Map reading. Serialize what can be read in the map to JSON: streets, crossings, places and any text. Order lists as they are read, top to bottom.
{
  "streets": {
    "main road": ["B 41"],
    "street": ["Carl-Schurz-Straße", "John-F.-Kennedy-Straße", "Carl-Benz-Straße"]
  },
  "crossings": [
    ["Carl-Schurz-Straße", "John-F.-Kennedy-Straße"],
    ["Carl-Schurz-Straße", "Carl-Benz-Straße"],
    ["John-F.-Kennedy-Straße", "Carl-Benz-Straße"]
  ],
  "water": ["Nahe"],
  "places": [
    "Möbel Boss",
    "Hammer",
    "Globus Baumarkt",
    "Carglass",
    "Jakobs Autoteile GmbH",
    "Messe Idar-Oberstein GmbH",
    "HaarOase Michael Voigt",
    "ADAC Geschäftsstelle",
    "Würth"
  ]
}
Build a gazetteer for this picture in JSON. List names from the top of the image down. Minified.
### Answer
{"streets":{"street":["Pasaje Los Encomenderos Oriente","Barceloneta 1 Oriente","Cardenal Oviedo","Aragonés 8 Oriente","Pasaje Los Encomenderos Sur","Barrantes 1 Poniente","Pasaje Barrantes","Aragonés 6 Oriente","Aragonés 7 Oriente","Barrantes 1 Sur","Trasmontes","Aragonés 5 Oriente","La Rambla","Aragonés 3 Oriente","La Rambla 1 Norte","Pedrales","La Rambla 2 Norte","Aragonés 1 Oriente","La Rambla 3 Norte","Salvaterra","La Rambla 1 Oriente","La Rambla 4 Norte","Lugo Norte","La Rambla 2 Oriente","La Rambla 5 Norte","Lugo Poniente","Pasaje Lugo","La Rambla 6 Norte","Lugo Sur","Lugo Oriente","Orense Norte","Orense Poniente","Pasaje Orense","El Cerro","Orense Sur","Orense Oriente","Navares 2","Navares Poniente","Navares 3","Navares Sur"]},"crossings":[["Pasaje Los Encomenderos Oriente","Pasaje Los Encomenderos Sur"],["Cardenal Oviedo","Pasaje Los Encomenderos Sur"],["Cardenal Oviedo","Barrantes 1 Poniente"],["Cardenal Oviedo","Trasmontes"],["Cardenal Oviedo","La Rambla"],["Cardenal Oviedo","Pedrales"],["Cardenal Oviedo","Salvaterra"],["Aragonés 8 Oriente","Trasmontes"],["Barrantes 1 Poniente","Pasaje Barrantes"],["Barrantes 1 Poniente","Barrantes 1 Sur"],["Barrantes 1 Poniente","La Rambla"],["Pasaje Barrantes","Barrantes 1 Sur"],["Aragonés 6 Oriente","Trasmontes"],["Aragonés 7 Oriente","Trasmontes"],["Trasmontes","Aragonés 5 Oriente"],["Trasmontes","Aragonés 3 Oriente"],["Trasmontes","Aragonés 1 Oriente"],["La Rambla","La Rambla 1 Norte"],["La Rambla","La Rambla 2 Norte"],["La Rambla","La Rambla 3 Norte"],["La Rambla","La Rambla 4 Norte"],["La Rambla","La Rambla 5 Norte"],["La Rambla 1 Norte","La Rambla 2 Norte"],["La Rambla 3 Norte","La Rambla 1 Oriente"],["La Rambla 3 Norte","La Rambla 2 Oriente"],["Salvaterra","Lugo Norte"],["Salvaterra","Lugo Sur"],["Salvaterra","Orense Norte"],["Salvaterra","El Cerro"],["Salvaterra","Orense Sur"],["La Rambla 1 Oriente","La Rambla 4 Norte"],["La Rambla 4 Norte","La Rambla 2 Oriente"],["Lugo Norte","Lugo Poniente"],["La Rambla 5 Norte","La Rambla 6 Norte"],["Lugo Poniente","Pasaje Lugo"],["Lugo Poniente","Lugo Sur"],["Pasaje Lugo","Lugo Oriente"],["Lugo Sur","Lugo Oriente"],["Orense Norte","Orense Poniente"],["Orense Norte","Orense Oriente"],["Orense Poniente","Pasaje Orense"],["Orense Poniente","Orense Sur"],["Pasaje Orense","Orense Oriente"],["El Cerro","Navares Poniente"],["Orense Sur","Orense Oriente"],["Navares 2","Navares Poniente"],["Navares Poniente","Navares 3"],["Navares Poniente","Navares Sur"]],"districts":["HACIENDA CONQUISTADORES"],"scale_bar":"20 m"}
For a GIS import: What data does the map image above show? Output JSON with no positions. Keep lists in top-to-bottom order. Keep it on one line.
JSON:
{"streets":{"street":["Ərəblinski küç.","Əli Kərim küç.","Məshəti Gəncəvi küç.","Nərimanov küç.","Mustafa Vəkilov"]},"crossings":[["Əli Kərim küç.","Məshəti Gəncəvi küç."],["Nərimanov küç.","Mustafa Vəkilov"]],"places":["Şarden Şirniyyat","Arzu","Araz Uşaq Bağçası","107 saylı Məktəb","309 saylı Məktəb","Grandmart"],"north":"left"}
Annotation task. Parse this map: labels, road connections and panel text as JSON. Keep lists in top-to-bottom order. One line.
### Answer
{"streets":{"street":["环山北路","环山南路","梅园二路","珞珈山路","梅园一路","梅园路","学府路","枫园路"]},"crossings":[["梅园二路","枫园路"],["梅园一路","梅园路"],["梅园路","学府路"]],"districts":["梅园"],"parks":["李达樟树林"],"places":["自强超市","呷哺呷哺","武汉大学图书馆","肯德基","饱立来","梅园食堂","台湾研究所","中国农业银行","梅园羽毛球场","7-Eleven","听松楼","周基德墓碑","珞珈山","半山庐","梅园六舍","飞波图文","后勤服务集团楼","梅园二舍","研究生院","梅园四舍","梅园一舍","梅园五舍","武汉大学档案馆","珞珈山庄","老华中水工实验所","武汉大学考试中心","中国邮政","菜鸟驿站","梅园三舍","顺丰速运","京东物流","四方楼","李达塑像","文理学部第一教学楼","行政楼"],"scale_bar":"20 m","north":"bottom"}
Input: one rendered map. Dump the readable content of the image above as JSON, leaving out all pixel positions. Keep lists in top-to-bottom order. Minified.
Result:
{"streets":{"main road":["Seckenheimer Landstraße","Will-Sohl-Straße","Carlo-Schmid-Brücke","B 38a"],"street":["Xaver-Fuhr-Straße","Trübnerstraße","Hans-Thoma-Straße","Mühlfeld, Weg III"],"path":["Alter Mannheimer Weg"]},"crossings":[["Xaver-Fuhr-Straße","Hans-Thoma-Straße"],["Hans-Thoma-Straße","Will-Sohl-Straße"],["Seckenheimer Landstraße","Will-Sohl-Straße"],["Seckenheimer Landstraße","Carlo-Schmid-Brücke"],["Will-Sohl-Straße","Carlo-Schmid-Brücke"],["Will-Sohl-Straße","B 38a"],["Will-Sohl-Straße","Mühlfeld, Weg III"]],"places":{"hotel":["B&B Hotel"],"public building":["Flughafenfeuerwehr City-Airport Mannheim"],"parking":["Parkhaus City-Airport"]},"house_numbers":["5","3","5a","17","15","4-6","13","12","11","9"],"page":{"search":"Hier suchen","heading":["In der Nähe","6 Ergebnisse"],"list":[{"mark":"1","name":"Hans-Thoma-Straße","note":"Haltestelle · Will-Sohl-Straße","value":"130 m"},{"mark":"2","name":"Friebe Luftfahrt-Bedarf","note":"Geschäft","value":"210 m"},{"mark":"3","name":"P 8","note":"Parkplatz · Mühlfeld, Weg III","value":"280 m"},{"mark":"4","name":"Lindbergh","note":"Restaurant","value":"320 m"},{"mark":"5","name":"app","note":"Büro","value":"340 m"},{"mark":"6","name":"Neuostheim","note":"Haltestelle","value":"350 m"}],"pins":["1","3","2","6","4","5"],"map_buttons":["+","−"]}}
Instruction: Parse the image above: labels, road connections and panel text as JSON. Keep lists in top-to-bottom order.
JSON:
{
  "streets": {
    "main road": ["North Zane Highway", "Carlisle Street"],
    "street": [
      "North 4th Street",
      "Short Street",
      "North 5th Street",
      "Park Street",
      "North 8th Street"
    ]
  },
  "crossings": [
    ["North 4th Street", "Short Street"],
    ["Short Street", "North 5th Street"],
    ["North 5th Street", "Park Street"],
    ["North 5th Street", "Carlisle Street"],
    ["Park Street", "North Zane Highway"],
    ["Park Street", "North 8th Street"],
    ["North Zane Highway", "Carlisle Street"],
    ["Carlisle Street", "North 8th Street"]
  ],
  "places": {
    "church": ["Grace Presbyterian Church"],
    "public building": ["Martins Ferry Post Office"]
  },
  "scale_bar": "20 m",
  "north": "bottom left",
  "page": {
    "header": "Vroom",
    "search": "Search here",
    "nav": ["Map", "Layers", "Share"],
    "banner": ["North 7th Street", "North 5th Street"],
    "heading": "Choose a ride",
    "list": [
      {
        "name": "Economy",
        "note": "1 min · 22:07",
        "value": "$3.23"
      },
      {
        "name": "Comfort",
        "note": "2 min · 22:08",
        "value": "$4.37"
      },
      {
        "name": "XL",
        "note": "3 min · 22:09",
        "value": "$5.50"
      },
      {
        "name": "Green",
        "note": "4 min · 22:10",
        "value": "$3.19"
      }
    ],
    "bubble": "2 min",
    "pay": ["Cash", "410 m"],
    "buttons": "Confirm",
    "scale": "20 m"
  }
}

**What the task requires:** The response must consist solely of the lines from the first line of the entries through the line containing "Build a gazetteer", repeated exactly.

**Output below:**
Map reading. Serialize what can be read in the map to JSON: streets, crossings, places and any text. Order lists as they are read, top to bottom.
{
  "streets": {
    "main road": ["B 41"],
    "street": ["Carl-Schurz-Straße", "John-F.-Kennedy-Straße", "Carl-Benz-Straße"]
  },
  "crossings": [
    ["Carl-Schurz-Straße", "John-F.-Kennedy-Straße"],
    ["Carl-Schurz-Straße", "Carl-Benz-Straße"],
    ["John-F.-Kennedy-Straße", "Carl-Benz-Straße"]
  ],
  "water": ["Nahe"],
  "places": [
    "Möbel Boss",
    "Hammer",
    "Globus Baumarkt",
    "Carglass",
    "Jakobs Autoteile GmbH",
    "Messe Idar-Oberstein GmbH",
    "HaarOase Michael Voigt",
    "ADAC Geschäftsstelle",
    "Würth"
  ]
}
Build a gazetteer for this picture in JSON. List names from the top of the image down. Minified.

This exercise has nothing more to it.